**How to complete this task**
Among the entries that follow, find the lines containing the string "canvas" and copy them.

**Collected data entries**
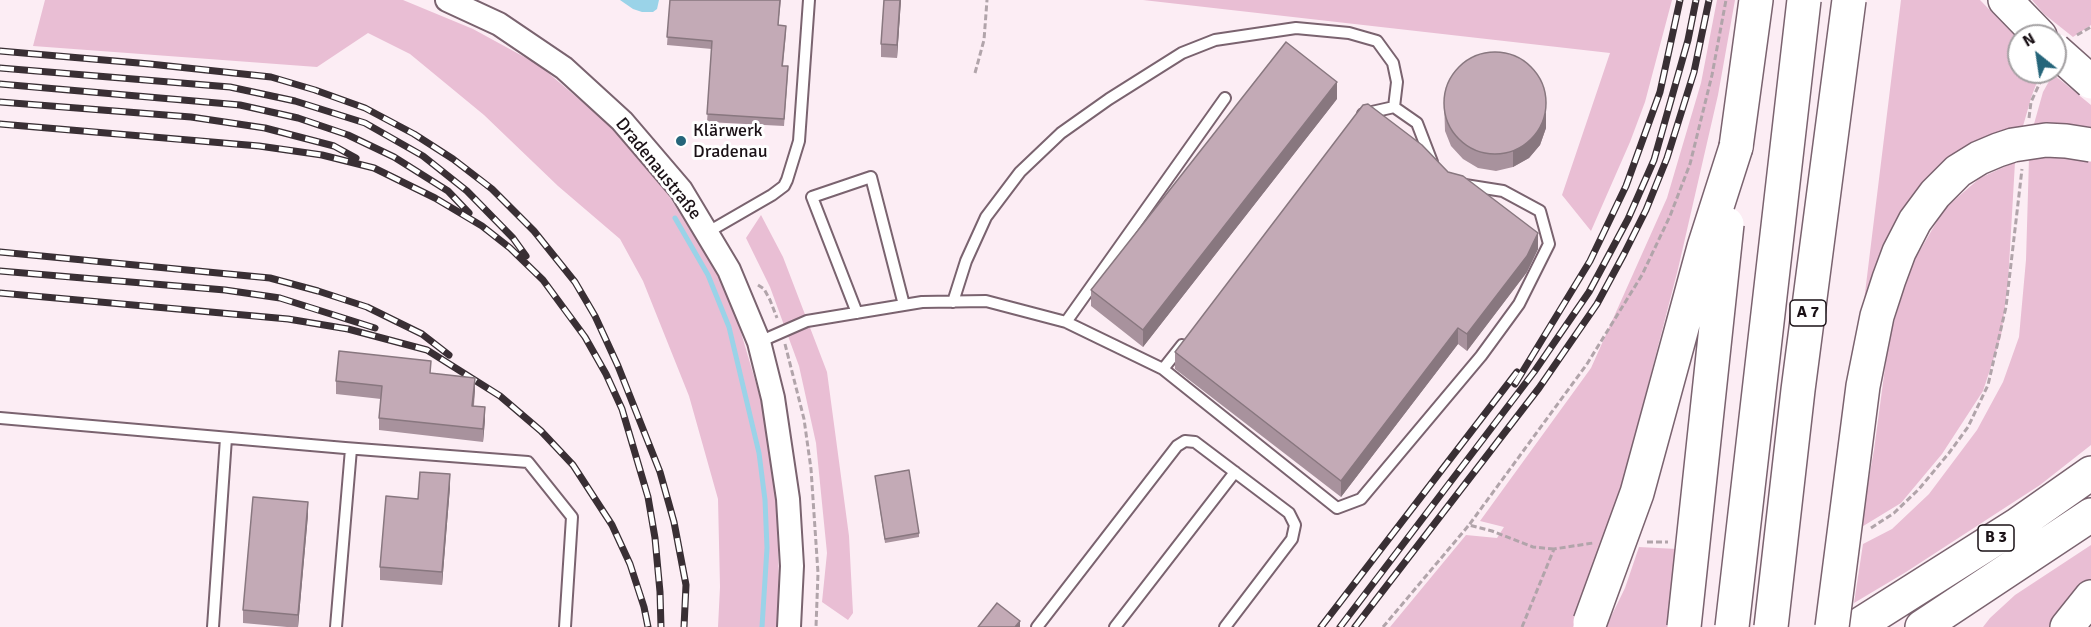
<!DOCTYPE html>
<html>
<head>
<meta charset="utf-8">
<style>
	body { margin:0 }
	#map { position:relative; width:2091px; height:627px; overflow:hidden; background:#fcedf4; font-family:Signika,sans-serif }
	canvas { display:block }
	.north { position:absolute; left:2007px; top:24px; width:60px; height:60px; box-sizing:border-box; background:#fff; border:2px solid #a3a0a2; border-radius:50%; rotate:330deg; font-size:16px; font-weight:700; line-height:24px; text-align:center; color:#1a1116 }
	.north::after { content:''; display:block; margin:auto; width:21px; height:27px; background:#25657a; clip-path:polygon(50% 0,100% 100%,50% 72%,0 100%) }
</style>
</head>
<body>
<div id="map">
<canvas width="2091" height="627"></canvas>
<div class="north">N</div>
</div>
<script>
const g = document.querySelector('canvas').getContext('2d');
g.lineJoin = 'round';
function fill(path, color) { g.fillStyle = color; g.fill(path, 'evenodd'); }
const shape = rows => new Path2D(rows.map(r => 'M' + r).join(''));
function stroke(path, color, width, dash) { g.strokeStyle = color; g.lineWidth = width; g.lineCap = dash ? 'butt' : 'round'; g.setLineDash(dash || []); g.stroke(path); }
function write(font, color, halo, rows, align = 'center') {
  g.font = font + ' Signika,sans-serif'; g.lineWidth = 6; g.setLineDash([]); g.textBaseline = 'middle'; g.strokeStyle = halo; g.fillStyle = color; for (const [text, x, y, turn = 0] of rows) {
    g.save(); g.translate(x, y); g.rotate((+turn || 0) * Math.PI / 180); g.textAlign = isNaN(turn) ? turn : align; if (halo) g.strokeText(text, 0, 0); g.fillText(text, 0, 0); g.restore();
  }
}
fill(shape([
	[45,0,403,0,473,29,539,65,608,124,664,188,706,255,732,302,763,407,777,505,780,627,718,627,720,587,718,499,689,396,643,281,620,239,558,186,484,115,410,54,368,33,317,67,33,46],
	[1143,0,1672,0,1645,102,1630,142,1591,231,1562,195,1610,53],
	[1717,0,1735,0,1718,95,1678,269,1624,478,1573,627,1390,627,1466,535,1497,538,1504,527,1480,521,1591,368,1667,198,1701,83],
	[1901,0,1980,0,2019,40,2019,72,2041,72,2032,95,2023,126,2010,128,1984,137,1940,165,1921,184,1900,218,1881,254,1864,301],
	[2032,0,2091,0,2091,25,2073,37,2044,14],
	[2053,74,2091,105,2091,127,2059,123,2034,124,2043,92],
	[2054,155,2091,160,2091,445,2040,485,1906,572,1854,603,1863,544,1892,529,1929,494,1977,430,2003,382,2019,337,2026,260,2029,158],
	[2015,162,2008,283,2001,336,1983,391,1942,454,1901,503,1860,528,1874,450,1889,338,1911,266,1944,209,1980,178],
	[761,215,783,257,827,372,849,536,853,613,848,620,822,602,827,553,816,443,799,366,770,287,746,238],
	[2091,545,2091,579,2052,627,1983,627,1990,618,2015,595],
	[1639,547,1677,549,1669,627,1606,627,1625,588]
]), '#e9bed4');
fill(shape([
	[620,0,659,0,657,9,653,12,642,12,633,9]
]), '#9ad3e8');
stroke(shape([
	[675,218,708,275,729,327,759,453,765,500,767,548,762,627]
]), '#9ad3e8', 5);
const service = shape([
	[1363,114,1394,107,1417,123,1432,162],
	[708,232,772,195,784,186,787,180,799,141,809,0],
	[953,302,966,261,986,217,1020,172,1061,133,1109,99,1182,53,1215,40,1296,28,1349,33,1377,41,1393,63,1397,82,1394,107],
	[857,313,812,197,871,177,904,305],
	[1066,322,1225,98],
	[759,342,807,321,922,302,986,301,1066,322,1163,369,1337,508,1361,499,1481,356,1519,304,1549,244,1540,211,1503,191,1465,185],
	[1163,369,1182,345],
	[0,418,345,448,528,462,572,517,565,627],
	[213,627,226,438],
	[336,627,351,449],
	[1037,627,1177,446,1185,441,1195,442,1289,513,1295,525,1292,539,1225,627],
	[1115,627,1235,472]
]);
const minor = shape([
	[447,0,499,24,564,68,622,121,681,190,729,270,759,342,773,398,788,499,792,566,789,627]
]);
const primary = shape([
	[1856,627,2017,525,2091,473],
	[1922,627,2091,515]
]);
const motorway = shape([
	[2005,0,2040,36],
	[1736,147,1756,0],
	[2067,627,2091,597]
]);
stroke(service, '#7a636f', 14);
stroke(minor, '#7a636f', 26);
stroke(primary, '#7a636f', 36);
stroke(motorway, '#7a636f', 36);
stroke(shape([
	[2077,35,2091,27],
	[975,73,984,40,987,0],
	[2029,118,2031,102,2044,74],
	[758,285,764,289,770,300,777,318],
	[785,344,804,419,811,469,818,573,816,627],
	[1871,528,1894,513,1919,489,1949,453,1968,427,1988,385,2006,307,2022,169],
	[1647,542,1668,542],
	[1554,549,1533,547,1492,531,1469,525,1587,364,1642,275,1670,216,1690,164,1712,75,1726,0],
	[1383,627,1469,525],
	[1522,627,1554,549,1593,543]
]), '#b1a4aa', 3, [6, 3]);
stroke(service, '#fff', 10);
stroke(minor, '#fff', 22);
stroke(primary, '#fff', 33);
stroke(motorway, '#fff', 33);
const rail = shape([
	[0,51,150,64,271,77,315,90,365,108,414,134,453,159,492,189,534,231,575,282,595,316,618,366,660,472,674,522,686,585,684,627],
	[0,68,230,87,295,101,365,123,423,156,467,191,513,238,526,256],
	[0,84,240,105,298,118,348,135,394,157,448,191,469,213],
	[0,102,191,117,265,128,334,146,356,158],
	[0,124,259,146,322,155,374,168,435,198,482,226,510,248,543,280,585,337,606,374,622,409,648,497,655,538,660,592,661,627],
	[0,252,270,278,318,291,367,307,422,334,449,355],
	[0,271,225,290,280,298,375,328],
	[0,293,288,319,348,329,427,350,500,396,541,431,573,465,612,525,630,564,644,607,648,627],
	[1515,384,1590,261,1626,186,1660,92,1680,0],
	[1321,627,1517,372],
	[1340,627,1534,372,1589,292,1628,219,1654,160,1688,40,1696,0],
	[1355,627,1539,388,1597,304,1624,254,1646,210,1667,158,1694,72,1709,0]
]);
stroke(rail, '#392f34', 7);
stroke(rail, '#fff', 4.5, [14]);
const motorwayBridge = shape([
	[2055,50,2091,82],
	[1590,622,1637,493,1704,247,1736,147],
	[1684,627,1727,224],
	[1732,627,1804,0],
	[1771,627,1798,390,1849,0],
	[1832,627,1863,386,1877,316,1889,279,1899,252,1915,221,1935,194,1958,171,1979,158,1998,150,2013,145,2046,140,2066,141,2091,145]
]);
stroke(motorwayBridge, '#7a636f', 36, []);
stroke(motorwayBridge, '#fff', 33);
fill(shape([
	[670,0,781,0,778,25,786,33,783,66,788,73,784,126,707,122,712,49,667,45],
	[884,0,901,0,897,58,881,57,881,44],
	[1337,99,1143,347,1091,306,1091,290],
	[1444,100,1546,128,1540,145,1529,158,1513,167,1496,171,1478,168,1463,159,1451,146,1445,131],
	[1448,172,1538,249,1527,272,1467,351,1458,344,1341,497,1175,369,1175,352],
	[431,373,475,390,474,406,485,420,483,442,379,430,379,418,381,399,336,394,336,381],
	[875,476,919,533,919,537,885,543],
	[450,487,442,585,380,580,380,567,418,499],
	[308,515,298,627,287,627,243,623,243,610]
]), '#a8929d');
fill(shape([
	[900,0,901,0,897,58,897,45],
	[1337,82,1337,99,1143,347,1143,330],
	[1546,112,1546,128,1540,145,1529,158,1513,167,1513,151],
	[1538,233,1538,249,1527,272,1467,351,1467,334],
	[1458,328,1458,344,1341,497,1341,481],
	[475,378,475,390,472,418,472,406],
	[485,407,485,420,483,442,483,429],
	[450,474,450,487,442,585,442,572],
	[308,502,308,515,298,627,298,615],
	[1020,621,1020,627,1015,627]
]), '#88777f');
const building = shape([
	[670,0,780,0,778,25,786,26,782,66,788,66,784,119,707,114,712,41,667,37,670,0],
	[884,0,900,0,897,45,881,44,884,0],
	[1286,42,1337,82,1143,330,1091,290,1286,42],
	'1444 103a51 51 0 1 1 102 0a51 51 0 1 1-102 0Z',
	[1368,104,1422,145,1448,172,1463,176,1538,233,1527,256,1467,334,1458,328,1341,481,1175,352,1363,105,1368,104],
	[339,351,431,361,430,373,475,378,472,406,485,407,483,429,379,418,382,386,336,381,339,351],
	[909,470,919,533,885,539,875,476,909,470],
	[420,472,450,474,442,572,380,567,386,496,418,499,420,472],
	[253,497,308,502,298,615,243,610,253,497],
	[997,603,1020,621,1015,627,978,627,997,603]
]);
fill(building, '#c3aab6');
stroke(building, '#88777f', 1.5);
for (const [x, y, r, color] of [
	[681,141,6,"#25657a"]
]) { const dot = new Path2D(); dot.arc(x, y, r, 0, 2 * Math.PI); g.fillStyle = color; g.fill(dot); stroke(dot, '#fff', 2); }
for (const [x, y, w] of [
	[1808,313,36],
	[1996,538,36]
]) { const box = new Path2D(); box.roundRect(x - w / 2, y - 13, w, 26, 4.5); g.fillStyle = '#fff'; g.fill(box); stroke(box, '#1a1116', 1.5); }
write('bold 16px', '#1a1116', null, [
	["A 7",1808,313],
	["B 3",1996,538]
]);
write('18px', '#1a1116', '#fff', [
	["Klärwerk",693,131],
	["Dradenau",693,152]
], 'left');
write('18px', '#1a1116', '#fff', [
	["Dradenaustraße",658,169,51]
]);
</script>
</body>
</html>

**Task solution**
	canvas { display:block }
<canvas width="2091" height="627"></canvas>
const g = document.querySelector('canvas').getContext('2d');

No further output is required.